China's swimming sensation, Qin Haiyang, powered his way to the 200m breaststroke gold medal, adding to his 100m crown. Qin, the first swimmer in history to sweep three breaststroke gold medals in a single World Championships last July, aims to repeat the feat at the Asian Games. Qin set a Games record with a time of two minutes and 7.03 seconds for the gold, though it fell short of his world record of 2:05.48 set at the Fukuoka worlds in July.
"I was hoping to swim under 2:07. I wasn't far off, but I guess this means I still relaxed a little," said the 24-year-old, who will compete in the 50m breaststroke on Friday.
Zhang Yufei was another star in the pool, showcasing her versatility by setting a Games record of 24.26 seconds and clinching a gold medal in the women's 50m freestyle, in addition to her two butterfly titles.
Ye Shiwen, the London Olympic gold medalist, secured the women's 200m breaststroke with a time of 2:23.84. "The result did not meet my expectations, so I don't believe I have reached my peak yet," said Ye, who won two gold medals in London at the age of 16.
China also claimed titles in the men's 4x100m freestyle relay and women's 4x200m freestyle relay.
Earlier on the day, Chinese Wushu athletes achieved five gold medals in sanda events, primarily at the expense of rivals from Iran. In the women's 52kg final, Li Yueyao defeated Iran's Elaheh Mansoryan Samiroumi, who had lost to a Chinese competitor in a gold medal match for the third consecutive time at the Asian Games. In the men's 70kg final, He Feng initially lost the first round but rallied to defeat Mohsen Mohammadseifi from Iran, while Shoja Panahigelehkolaei, also an athlete from Iran, was outclassed by Wang Xuetao in the men's 60kg final.
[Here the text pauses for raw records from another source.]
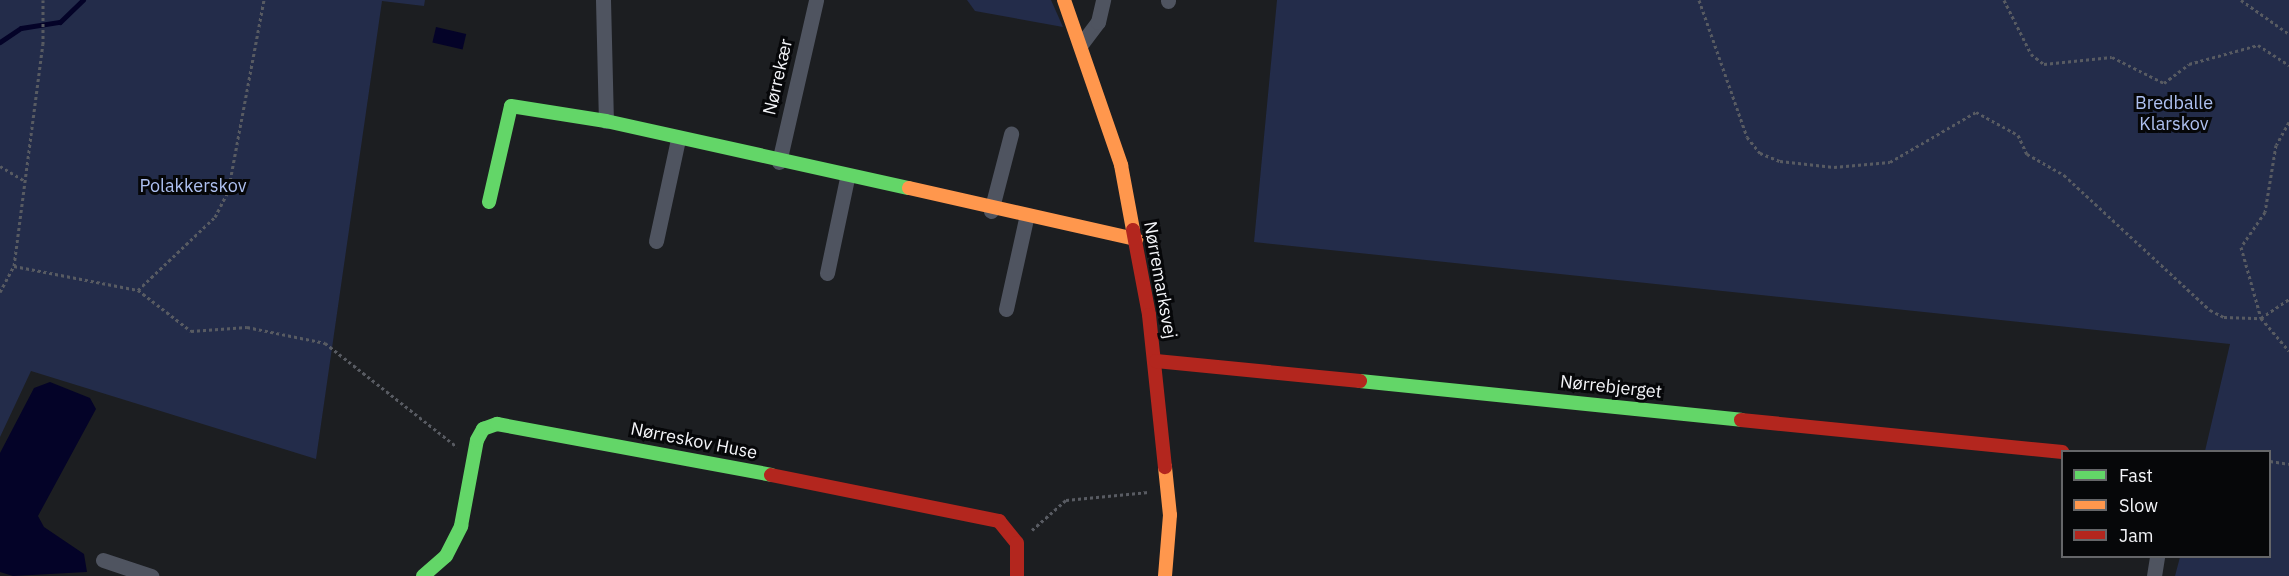 <!DOCTYPE html>
<meta charset="utf-8">
<style>
body{margin:0}
#map{position:relative;width:2289px;height:576px;overflow:hidden;background:#1c1e21;font-family:"IBM Plex Sans",sans-serif}
div>[style]{position:absolute}
.green>*{inset:0;background:#232c4a}
.water>*{inset:0;background:#040328;transform-origin:0 0}
.stream>*{height:5px;margin:-2.5px;padding:0 2.5px;transform-origin:2.5px;border-radius:2.5px;background:#040328}
.path>*{height:3px;margin-top:-1.5px;transform-origin:0;background:repeating-linear-gradient(90deg,#585b62 0 3px,transparent 0 6px)}
.street>*{height:15px;margin:-7.5px;padding:0 7.5px;transform-origin:7.5px;border-radius:7.5px;background:#4f5460}
.fast>*{height:14px;margin:-7px;padding:0 7px;transform-origin:7px;border-radius:7px;background:#63d668}
.slow>*{height:14px;margin:-7px;padding:0 7px;transform-origin:7px;border-radius:7px;background:#ff974d}
.jam>*{height:14px;margin:-7px;padding:0 7px;transform-origin:7px;border-radius:7px;background:#b3261e}
span{translate:-50% -50%;white-space:nowrap;text-align:center;line-height:1.15;-webkit-text-stroke:6px #060709;paint-order:stroke}
.street-label{font-size:18px;color:#f4f5f9}
.park-label{font-size:18px;color:#aec0f0}
.legend{position:absolute;left:2061px;top:450px;width:210px;height:108px;box-sizing:border-box;background:#060709;border:2px solid #656669;margin:0;padding:8px 10px;list-style:none;font-size:18px;color:#f4f5f9}
.legend li{display:flex;align-items:center;gap:12px;height:30px}
.legend b{width:30px;border:2px solid #656669}
</style>
<div id="map">
<div class="green">
<div style="clip-path:polygon(0 0,425px 0,424px 6px,382px 1px,316px 459px,31px 371px,0 437px)"></div>
<div style="clip-path:polygon(967px 0,1051px 0,1063px 27px,975px 11px)"></div>
<div style="clip-path:polygon(1277px 0,2289px 0,2289px 576px,2175px 576px,2180px 557px,2270px 556px,2270px 452px,2205px 451px,2230px 344px,1254px 242px)"></div>
</div>
<div class="water">
<div style="left:436px;top:27px;width:31px;height:16px;rotate:13deg"></div>
<div style="clip-path:polygon(50px 382px,90px 398px,96px 409px,38px 516px,44px 527px,84px 554px,87px 572px,13px 576px,0 572px,0 453px,34px 388px)"></div>
</div>
<div class="stream">
<div style="left:0;top:42px;width:25px;rotate:-34deg"></div>
<div style="left:21px;top:28px;width:39px;rotate:-9deg"></div>
<div style="left:60px;top:22px;width:32px;rotate:-44deg"></div>
</div>
<div class="path">
<div style="left:1699px;top:0;width:145px;rotate:70.7deg"></div>
<div style="left:1747px;top:137px;width:21px;rotate:51deg"></div>
<div style="left:1760px;top:153px;width:22px;rotate:22deg"></div>
<div style="left:1780px;top:161px;width:54px;rotate:6.3deg"></div>
<div style="left:1834px;top:167px;width:56px;rotate:-5.1deg"></div>
<div style="left:1890px;top:162px;width:99px;rotate:-30.2deg"></div>
<div style="left:1976px;top:112px;width:48px;rotate:28.7deg"></div>
<div style="left:2018px;top:135px;width:21px;rotate:65deg"></div>
<div style="left:2027px;top:154px;width:43px;rotate:29.6deg"></div>
<div style="left:2064px;top:175px;width:199px;rotate:42.8deg"></div>
<div style="left:2210px;top:310px;width:16px;rotate:27deg"></div>
<div style="left:2224px;top:317px;width:37px;rotate:2deg"></div>
<div style="left:2261px;top:318px;width:34px;rotate:-34deg"></div>
<div style="left:2004px;top:0;width:60px;rotate:63.4deg"></div>
<div style="left:2031px;top:54px;width:16px;rotate:38deg"></div>
<div style="left:2044px;top:64px;width:68px;rotate:-5.9deg"></div>
<div style="left:2112px;top:57px;width:58px;rotate:26.6deg"></div>
<div style="left:2164px;top:83px;width:31px;rotate:-37deg"></div>
<div style="left:2189px;top:64px;width:72px;rotate:-15.4deg"></div>
<div style="left:2258px;top:45px;width:37px;rotate:33deg"></div>
<div style="left:2241px;top:0;width:59px;rotate:35.3deg"></div>
<div style="left:2289px;top:122px;width:26px;rotate:119deg"></div>
<div style="left:2276px;top:145px;width:68px;rotate:99.3deg"></div>
<div style="left:2265px;top:212px;width:42px;rotate:124.4deg"></div>
<div style="left:2241px;top:247px;width:74px;rotate:74.3deg"></div>
<div style="left:2261px;top:318px;width:43px;rotate:49.7deg"></div>
<div style="left:0;top:166px;width:29px;rotate:31deg"></div>
<div style="left:14px;top:266px;width:126px;rotate:11deg"></div>
<div style="left:138px;top:290px;width:106px;rotate:-43.5deg"></div>
<div style="left:215px;top:217px;width:28px;rotate:-63deg"></div>
<div style="left:228px;top:192px;width:195px;rotate:-79.4deg"></div>
<div style="left:138px;top:290px;width:67px;rotate:37.7deg"></div>
<div style="left:191px;top:331px;width:56px;rotate:-4.1deg"></div>
<div style="left:247px;top:327px;width:80px;rotate:11.6deg"></div>
<div style="left:325px;top:343px;width:168px;rotate:38.2deg"></div>
<div style="left:0;top:292px;width:30px;rotate:-62deg"></div>
<div style="left:14px;top:266px;width:224px;rotate:-82.6deg"></div>
<div style="left:43px;top:44px;width:44px;rotate:-90deg"></div>
<div style="left:2270px;top:461px;width:19px;rotate:9deg"></div>
<div style="left:1032px;top:530px;width:45px;rotate:-41.4deg"></div>
<div style="left:1066px;top:500px;width:83px;rotate:-5.5deg"></div>
</div>
<div class="street">
<div style="left:603px;top:0;width:121px;rotate:88.6deg"></div>
<div style="left:1168px;top:1px;width:1px;rotate:-90deg"></div>
<div style="left:1082px;top:43px;width:26px;rotate:-53deg"></div>
<div style="left:1098px;top:22px;width:23px;rotate:-77deg"></div>
<div style="left:779px;top:162px;width:166px;rotate:-77.1deg"></div>
<div style="left:991px;top:211px;width:80px;rotate:-75.4deg"></div>
<div style="left:656px;top:241px;width:104px;rotate:-77.8deg"></div>
<div style="left:827px;top:273px;width:97px;rotate:-78.1deg"></div>
<div style="left:1006px;top:309px;width:92px;rotate:-77.5deg"></div>
<div style="left:103px;top:560px;width:51px;rotate:18.4deg"></div>
<div style="left:2154px;top:576px;width:20px;rotate:-81deg"></div>
</div>
<div class="fast">
<div style="left:489px;top:202px;width:98px;rotate:-77.1deg"></div>
<div style="left:511px;top:106px;width:96px;rotate:9deg"></div>
<div style="left:606px;top:121px;width:310px;rotate:12.5deg"></div>
<div style="left:1360px;top:381px;width:383px;rotate:5.8deg"></div>
<div style="left:423px;top:576px;width:30px;rotate:-41deg"></div>
<div style="left:446px;top:556px;width:34px;rotate:-63deg"></div>
<div style="left:461px;top:526px;width:87px;rotate:-79.5deg"></div>
<div style="left:477px;top:440px;width:13px;rotate:-61deg"></div>
<div style="left:483px;top:429px;width:15px;rotate:-20deg"></div>
<div style="left:497px;top:424px;width:279px;rotate:10.5deg"></div>
</div>
<div class="slow">
<div style="left:1064px;top:0;width:175px;rotate:70.9deg"></div>
<div style="left:1121px;top:165px;width:66px;rotate:79.5deg"></div>
<div style="left:909px;top:188px;width:233px;rotate:12.7deg"></div>
<div style="left:1165px;top:467px;width:48px;rotate:84.1deg"></div>
<div style="left:1170px;top:515px;width:61px;rotate:94.7deg"></div>
</div>
<div class="jam">
<div style="left:1133px;top:230px;width:86px;rotate:79.3deg"></div>
<div style="left:1149px;top:315px;width:153px;rotate:84deg"></div>
<div style="left:1156px;top:361px;width:205px;rotate:5.6deg"></div>
<div style="left:1741px;top:420px;width:323px;rotate:5.7deg"></div>
<div style="left:771px;top:475px;width:233px;rotate:11.4deg"></div>
<div style="left:999px;top:521px;width:28px;rotate:51deg"></div>
<div style="left:1017px;top:543px;width:33px;rotate:90deg"></div>
</div>
<div class="street-label">
<span style="left:778px;top:77px;rotate:-77deg">Nørrekær</span>
<span style="left:1160px;top:280px;rotate:80deg">Nørremarksvej</span>
<span style="left:1611px;top:387px;rotate:6deg">Nørrebjerget</span>
<span style="left:694px;top:441px;rotate:11deg">Nørreskov Huse</span>
</div>
<div class="park-label">
<span style="left:2174px;top:114px">Bredballe<br>Klarskov</span>
<span style="left:193px;top:186px">Polakkerskov</span>
</div>
<ul class="legend">
<li><b style="height:8px;background:#63d668"></b>Fast</li>
<li><b style="height:8px;background:#ff974d"></b>Slow</li>
<li><b style="height:8px;background:#b3261e"></b>Jam</li>
</ul>
</div>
"I was almost ready to retire after the Asian Games in 2018, but it's significant to hold the Games at home, and I don't want to miss it," said the 28-year-old Li. "Getting prepared for an event like this is challenging for a veteran player like me, but I never give up."
Chinese Wushu athletes also secured golds in the women's 60kg and men's 56kg events.
An Chang Ok of DPR Korea stole the show on the first day of gymnastics apparatus finals, earning gold in both women's events - the vault and the uneven bars. An scored 14.049 points in the vault with an unparalleled difficulty score of 5.6 for her second routine. Her teammate, Kim Son Hyang, secured the silver with 13.600, and China's Yu Linmin took the bronze with 13.533.
The 48-year-old legend Oksana Chusovitina of Uzbekistan narrowly missed out on the podium, finishing fourth with 13.383 points. She expressed her determination to continue training and vie for a spot at the Paris Olympics.
The 20-year-old An then maintained her composure on the uneven bars, securing her second gold with a score of 14.266. Despite earlier victories in team and all-around individual events, the host gymnasts did not carry their momentum onto the apparatuses, with only Lan Xingyu winning the men's rings title on Thursday.
China also secured gold medals in fencing and taekwondo, leading the medal table with 90 gold, 51 silver, and 26 bronze medals. South Korea was in second place with 24 golds, and Japan came in third with 18.